Start of Block
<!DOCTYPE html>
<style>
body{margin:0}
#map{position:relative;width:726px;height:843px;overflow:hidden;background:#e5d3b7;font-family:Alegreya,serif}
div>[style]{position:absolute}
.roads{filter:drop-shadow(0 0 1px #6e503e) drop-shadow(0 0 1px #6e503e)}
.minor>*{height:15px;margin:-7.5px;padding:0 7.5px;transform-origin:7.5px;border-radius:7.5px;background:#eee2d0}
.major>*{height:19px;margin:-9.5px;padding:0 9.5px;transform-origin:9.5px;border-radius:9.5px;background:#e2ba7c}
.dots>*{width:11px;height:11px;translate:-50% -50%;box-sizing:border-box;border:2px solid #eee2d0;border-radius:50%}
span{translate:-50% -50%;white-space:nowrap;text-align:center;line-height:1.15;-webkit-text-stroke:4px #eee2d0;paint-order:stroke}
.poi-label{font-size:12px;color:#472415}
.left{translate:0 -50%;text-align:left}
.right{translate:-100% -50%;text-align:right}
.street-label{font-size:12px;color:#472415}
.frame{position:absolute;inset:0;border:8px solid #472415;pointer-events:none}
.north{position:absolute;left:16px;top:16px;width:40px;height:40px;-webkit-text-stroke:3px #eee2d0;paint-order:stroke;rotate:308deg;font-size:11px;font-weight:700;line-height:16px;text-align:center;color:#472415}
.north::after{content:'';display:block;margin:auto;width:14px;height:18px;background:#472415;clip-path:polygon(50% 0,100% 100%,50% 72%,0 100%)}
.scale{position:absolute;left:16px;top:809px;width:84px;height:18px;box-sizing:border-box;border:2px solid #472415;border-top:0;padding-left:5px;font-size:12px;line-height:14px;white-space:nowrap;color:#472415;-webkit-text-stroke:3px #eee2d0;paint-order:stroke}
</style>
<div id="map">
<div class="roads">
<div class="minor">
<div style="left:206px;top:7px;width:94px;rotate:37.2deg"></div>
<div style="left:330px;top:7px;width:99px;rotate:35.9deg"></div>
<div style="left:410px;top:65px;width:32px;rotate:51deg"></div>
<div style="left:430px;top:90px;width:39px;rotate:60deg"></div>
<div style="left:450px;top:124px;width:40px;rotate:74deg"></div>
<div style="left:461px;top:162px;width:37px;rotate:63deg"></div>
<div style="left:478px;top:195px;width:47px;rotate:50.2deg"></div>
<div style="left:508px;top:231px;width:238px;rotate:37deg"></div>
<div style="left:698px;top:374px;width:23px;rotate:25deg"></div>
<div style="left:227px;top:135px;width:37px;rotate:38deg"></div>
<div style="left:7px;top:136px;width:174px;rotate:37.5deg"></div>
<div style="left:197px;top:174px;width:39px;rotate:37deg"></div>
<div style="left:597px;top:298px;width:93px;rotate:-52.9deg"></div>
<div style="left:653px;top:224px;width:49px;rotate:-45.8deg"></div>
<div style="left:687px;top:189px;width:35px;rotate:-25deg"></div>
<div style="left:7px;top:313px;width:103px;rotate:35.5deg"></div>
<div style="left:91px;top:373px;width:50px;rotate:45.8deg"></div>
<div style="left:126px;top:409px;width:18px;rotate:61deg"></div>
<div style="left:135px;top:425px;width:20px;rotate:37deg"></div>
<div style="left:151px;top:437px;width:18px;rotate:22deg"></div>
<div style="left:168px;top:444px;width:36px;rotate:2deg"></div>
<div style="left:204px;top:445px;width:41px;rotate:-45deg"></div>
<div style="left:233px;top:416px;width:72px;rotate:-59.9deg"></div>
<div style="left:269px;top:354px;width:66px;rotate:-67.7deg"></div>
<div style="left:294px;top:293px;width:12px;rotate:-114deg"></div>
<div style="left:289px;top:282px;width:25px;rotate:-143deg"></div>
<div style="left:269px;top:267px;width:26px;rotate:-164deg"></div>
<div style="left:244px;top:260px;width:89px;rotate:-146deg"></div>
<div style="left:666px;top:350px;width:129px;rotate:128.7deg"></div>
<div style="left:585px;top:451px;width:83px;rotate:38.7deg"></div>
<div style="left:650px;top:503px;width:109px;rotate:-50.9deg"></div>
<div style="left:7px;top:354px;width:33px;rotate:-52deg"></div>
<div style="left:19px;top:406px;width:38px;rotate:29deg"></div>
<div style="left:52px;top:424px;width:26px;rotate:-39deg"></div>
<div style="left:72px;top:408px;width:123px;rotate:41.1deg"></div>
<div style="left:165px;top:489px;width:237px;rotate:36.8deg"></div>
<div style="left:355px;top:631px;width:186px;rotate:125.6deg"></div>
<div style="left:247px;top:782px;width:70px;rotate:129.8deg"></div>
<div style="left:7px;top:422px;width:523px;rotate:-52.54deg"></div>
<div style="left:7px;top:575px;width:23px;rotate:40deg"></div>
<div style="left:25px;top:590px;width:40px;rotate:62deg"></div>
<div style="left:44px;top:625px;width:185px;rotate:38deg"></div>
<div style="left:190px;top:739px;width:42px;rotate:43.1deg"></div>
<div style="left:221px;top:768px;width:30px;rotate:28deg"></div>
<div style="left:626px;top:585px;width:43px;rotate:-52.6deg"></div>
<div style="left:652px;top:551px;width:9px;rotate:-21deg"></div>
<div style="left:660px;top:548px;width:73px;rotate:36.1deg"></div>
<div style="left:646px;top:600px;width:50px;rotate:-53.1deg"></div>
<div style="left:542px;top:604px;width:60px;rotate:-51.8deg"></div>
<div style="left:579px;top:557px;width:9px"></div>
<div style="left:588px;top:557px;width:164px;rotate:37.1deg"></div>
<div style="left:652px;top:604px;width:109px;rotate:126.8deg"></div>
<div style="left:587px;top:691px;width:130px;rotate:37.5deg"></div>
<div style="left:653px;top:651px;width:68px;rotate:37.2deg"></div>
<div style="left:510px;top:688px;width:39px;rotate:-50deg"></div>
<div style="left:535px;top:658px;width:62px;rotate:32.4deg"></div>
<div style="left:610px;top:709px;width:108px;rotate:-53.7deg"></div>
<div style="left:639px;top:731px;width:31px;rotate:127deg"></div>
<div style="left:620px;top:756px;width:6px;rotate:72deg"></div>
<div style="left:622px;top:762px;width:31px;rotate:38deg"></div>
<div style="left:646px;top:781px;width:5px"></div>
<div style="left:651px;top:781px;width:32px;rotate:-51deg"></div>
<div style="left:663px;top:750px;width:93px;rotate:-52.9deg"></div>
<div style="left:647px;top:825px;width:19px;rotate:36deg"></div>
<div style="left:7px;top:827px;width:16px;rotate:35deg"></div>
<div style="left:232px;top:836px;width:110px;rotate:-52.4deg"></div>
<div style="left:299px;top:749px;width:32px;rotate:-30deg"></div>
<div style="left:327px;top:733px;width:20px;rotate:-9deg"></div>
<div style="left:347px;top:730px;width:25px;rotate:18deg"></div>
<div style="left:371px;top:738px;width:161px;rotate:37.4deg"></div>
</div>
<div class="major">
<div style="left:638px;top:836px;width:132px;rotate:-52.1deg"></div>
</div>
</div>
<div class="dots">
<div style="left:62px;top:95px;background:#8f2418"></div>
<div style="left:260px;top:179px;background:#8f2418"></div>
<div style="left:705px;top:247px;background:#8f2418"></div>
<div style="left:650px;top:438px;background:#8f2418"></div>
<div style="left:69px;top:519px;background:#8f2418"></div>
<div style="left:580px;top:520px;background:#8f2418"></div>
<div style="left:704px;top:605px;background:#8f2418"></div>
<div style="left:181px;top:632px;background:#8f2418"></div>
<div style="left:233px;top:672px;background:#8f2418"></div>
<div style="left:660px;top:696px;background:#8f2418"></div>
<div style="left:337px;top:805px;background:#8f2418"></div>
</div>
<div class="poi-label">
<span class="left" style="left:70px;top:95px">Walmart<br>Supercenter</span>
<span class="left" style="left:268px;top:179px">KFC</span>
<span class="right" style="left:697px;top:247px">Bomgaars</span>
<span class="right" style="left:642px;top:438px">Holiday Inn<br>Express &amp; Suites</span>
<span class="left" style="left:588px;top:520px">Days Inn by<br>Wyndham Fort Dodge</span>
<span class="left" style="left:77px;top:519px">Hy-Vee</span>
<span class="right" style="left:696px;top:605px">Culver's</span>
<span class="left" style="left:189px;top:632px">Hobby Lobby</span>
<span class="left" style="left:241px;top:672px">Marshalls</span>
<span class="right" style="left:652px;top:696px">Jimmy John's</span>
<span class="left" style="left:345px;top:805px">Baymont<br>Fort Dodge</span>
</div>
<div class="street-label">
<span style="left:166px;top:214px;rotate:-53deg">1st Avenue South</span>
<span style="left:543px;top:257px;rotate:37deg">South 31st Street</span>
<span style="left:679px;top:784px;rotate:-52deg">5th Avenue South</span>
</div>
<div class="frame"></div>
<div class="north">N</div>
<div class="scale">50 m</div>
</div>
End of Block
Start of Block
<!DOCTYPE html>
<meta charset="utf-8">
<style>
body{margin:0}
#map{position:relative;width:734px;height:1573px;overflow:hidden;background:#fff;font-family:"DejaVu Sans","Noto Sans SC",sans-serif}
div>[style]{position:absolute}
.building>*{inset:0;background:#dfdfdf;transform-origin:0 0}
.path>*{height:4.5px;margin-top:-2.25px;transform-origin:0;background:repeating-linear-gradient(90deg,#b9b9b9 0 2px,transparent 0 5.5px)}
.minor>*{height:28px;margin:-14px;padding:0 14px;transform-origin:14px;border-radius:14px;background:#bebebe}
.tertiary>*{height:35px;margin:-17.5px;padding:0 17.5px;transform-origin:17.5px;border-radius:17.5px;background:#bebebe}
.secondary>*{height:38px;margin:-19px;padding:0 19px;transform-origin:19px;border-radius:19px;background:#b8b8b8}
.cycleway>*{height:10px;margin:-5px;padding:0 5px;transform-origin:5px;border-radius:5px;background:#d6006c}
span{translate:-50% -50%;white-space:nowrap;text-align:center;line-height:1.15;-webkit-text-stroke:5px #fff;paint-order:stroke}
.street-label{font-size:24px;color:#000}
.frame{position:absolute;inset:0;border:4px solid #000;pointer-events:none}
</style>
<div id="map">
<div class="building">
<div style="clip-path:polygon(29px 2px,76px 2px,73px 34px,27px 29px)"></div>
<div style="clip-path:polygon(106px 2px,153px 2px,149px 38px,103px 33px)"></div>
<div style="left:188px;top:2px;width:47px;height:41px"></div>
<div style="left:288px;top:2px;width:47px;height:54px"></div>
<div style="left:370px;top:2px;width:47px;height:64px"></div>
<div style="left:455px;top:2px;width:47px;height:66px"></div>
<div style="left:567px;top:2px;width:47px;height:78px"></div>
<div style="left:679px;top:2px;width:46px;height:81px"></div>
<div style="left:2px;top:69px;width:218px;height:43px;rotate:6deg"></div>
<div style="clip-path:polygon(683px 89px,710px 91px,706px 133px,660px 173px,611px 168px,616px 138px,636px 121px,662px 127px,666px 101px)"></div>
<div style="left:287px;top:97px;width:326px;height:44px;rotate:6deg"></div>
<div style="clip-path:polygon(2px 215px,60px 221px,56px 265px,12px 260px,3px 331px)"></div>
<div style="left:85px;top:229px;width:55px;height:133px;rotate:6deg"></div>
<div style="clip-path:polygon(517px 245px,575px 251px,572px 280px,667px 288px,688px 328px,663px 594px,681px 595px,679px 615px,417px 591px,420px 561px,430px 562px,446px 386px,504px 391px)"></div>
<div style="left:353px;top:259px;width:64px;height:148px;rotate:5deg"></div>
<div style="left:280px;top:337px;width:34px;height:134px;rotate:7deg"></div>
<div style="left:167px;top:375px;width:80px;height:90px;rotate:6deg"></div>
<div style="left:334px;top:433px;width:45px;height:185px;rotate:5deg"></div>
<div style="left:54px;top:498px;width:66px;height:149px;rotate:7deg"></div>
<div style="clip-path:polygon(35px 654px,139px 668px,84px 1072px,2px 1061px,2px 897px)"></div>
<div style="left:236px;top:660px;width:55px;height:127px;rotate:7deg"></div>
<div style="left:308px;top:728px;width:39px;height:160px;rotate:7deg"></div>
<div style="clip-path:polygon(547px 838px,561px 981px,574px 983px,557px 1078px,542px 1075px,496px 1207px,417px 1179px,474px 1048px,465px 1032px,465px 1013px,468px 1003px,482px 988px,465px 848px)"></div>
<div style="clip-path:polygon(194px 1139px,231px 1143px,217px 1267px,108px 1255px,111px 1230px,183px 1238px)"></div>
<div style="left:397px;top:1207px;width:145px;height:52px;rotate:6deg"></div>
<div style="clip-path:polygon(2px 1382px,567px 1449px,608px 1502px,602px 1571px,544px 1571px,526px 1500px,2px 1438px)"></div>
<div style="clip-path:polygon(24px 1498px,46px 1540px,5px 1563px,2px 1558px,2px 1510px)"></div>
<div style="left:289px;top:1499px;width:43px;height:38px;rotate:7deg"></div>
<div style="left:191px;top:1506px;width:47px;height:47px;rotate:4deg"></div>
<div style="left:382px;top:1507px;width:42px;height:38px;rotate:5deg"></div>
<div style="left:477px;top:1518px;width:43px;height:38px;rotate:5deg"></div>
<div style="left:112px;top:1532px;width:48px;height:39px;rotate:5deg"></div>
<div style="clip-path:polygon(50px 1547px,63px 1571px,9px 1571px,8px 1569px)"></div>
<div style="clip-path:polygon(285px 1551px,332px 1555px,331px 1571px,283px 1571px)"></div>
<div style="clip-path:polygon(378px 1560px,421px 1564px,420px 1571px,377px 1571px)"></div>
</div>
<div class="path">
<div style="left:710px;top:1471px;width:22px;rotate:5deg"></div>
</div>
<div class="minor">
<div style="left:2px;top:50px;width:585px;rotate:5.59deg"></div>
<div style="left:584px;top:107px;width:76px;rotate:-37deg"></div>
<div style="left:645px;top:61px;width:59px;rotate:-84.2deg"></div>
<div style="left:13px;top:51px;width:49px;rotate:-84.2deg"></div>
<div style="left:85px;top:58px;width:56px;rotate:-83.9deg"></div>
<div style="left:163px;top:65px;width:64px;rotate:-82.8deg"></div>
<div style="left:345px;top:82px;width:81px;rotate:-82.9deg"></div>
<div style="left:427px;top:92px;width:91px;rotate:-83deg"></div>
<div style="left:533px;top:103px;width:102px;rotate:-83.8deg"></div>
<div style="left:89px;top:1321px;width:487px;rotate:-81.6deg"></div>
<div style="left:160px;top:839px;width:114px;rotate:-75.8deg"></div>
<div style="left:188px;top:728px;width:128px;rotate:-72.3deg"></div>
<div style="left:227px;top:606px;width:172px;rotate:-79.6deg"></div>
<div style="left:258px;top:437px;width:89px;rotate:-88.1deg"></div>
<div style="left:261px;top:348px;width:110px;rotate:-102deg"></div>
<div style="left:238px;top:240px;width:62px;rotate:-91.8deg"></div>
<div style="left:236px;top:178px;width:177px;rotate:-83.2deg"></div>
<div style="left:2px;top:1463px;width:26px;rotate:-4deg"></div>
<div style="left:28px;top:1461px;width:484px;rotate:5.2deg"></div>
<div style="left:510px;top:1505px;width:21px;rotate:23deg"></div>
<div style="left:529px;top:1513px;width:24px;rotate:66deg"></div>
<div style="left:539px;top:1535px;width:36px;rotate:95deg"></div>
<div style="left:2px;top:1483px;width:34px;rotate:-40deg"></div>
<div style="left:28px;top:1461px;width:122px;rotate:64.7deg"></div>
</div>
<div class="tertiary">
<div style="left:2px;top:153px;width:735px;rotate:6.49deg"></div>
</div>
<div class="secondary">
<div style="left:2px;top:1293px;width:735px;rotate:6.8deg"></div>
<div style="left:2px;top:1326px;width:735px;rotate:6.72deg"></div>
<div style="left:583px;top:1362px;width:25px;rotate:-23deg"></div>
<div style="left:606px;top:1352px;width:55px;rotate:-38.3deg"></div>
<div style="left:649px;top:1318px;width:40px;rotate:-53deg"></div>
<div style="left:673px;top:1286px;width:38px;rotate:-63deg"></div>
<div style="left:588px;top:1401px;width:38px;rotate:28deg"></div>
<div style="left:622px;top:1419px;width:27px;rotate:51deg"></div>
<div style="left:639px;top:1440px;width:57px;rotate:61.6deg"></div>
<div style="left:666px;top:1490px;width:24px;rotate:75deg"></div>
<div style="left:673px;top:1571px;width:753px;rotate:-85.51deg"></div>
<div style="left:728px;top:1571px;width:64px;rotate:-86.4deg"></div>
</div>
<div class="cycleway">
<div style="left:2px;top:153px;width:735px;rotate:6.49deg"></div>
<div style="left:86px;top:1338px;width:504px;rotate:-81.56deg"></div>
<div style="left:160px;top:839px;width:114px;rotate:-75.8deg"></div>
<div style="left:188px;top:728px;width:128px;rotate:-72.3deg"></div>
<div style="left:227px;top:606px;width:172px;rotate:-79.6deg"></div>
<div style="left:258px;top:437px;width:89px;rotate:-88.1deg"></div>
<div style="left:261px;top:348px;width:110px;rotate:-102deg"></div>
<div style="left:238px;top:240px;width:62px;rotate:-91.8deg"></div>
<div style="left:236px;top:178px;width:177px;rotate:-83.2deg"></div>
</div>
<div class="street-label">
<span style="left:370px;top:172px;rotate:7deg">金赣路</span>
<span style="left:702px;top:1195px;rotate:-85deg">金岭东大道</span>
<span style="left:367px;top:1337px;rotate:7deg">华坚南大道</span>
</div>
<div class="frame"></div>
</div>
End of Block
Start of Block
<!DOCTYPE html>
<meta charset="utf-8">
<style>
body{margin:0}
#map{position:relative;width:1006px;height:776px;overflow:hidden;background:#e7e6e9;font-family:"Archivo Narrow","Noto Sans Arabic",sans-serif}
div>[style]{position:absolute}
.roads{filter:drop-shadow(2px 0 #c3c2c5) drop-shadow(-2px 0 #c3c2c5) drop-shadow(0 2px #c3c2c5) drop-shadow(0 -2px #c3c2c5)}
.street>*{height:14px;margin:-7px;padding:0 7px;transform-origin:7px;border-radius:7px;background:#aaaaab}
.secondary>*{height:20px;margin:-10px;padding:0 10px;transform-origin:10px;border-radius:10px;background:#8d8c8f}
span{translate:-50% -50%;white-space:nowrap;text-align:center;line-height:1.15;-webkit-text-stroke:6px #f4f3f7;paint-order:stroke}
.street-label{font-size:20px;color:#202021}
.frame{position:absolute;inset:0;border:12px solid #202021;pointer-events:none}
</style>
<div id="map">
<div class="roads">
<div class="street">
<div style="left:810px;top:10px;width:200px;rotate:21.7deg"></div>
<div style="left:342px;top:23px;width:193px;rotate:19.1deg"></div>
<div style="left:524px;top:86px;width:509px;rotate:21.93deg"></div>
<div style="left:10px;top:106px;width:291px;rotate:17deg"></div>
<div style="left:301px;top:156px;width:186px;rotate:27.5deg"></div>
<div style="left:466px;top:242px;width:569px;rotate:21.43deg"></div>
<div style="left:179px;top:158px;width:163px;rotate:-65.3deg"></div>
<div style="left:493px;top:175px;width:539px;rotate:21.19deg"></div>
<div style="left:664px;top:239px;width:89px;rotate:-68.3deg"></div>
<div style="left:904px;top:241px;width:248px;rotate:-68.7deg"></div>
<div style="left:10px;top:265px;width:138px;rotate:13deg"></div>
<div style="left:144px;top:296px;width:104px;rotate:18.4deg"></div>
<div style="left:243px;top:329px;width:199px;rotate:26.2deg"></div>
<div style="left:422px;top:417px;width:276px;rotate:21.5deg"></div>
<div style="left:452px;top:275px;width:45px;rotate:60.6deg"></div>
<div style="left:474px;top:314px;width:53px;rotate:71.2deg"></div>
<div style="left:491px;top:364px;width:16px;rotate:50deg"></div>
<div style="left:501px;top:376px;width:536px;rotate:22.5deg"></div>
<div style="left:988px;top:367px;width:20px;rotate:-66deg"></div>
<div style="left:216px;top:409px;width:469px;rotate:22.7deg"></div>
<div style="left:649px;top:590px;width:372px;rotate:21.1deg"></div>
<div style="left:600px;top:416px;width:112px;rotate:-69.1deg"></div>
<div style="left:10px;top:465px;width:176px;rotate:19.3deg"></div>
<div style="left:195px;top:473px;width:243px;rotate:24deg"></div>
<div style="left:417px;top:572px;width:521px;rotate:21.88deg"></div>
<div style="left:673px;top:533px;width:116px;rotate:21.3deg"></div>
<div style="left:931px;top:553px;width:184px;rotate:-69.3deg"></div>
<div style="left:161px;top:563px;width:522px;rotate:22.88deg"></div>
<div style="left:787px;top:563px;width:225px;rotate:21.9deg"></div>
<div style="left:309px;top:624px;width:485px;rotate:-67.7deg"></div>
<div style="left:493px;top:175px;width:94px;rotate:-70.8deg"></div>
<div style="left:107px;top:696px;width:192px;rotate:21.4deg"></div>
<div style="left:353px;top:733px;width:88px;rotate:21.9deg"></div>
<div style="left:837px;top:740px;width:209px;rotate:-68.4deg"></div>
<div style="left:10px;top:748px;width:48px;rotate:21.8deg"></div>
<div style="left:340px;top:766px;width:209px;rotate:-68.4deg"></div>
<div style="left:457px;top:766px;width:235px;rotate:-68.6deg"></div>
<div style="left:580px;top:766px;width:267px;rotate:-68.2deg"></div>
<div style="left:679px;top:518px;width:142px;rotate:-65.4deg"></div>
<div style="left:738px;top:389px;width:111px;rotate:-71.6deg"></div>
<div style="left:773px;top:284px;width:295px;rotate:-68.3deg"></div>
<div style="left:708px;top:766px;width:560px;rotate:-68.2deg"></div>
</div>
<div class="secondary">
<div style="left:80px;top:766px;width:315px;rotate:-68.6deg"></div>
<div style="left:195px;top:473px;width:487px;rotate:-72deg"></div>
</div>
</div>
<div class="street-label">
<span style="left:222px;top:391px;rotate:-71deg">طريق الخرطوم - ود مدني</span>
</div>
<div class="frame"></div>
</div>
End of Block
__PROBLEM TO WORK ON__
If a line of the records above contains the word "sans", count it; then give the total and nothing more.

__COMPLETED EXERCISE__
2